(Assignment):
Repeat the listing below in full, exactly.
=======
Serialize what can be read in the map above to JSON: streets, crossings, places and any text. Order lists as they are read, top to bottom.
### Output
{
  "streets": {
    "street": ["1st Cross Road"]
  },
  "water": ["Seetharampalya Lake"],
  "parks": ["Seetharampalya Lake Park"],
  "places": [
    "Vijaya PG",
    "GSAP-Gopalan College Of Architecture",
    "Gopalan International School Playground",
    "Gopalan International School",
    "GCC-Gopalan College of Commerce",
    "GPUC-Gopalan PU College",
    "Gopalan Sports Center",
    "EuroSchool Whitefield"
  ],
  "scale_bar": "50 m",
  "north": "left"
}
=======
(Result):
Serialize what can be read in the map above to JSON: streets, crossings, places and any text. Order lists as they are read, top to bottom.
### Output
{
  "streets": {
    "street": ["1st Cross Road"]
  },
  "water": ["Seetharampalya Lake"],
  "parks": ["Seetharampalya Lake Park"],
  "places": [
    "Vijaya PG",
    "GSAP-Gopalan College Of Architecture",
    "Gopalan International School Playground",
    "Gopalan International School",
    "GCC-Gopalan College of Commerce",
    "GPUC-Gopalan PU College",
    "Gopalan Sports Center",
    "EuroSchool Whitefield"
  ],
  "scale_bar": "50 m",
  "north": "left"
}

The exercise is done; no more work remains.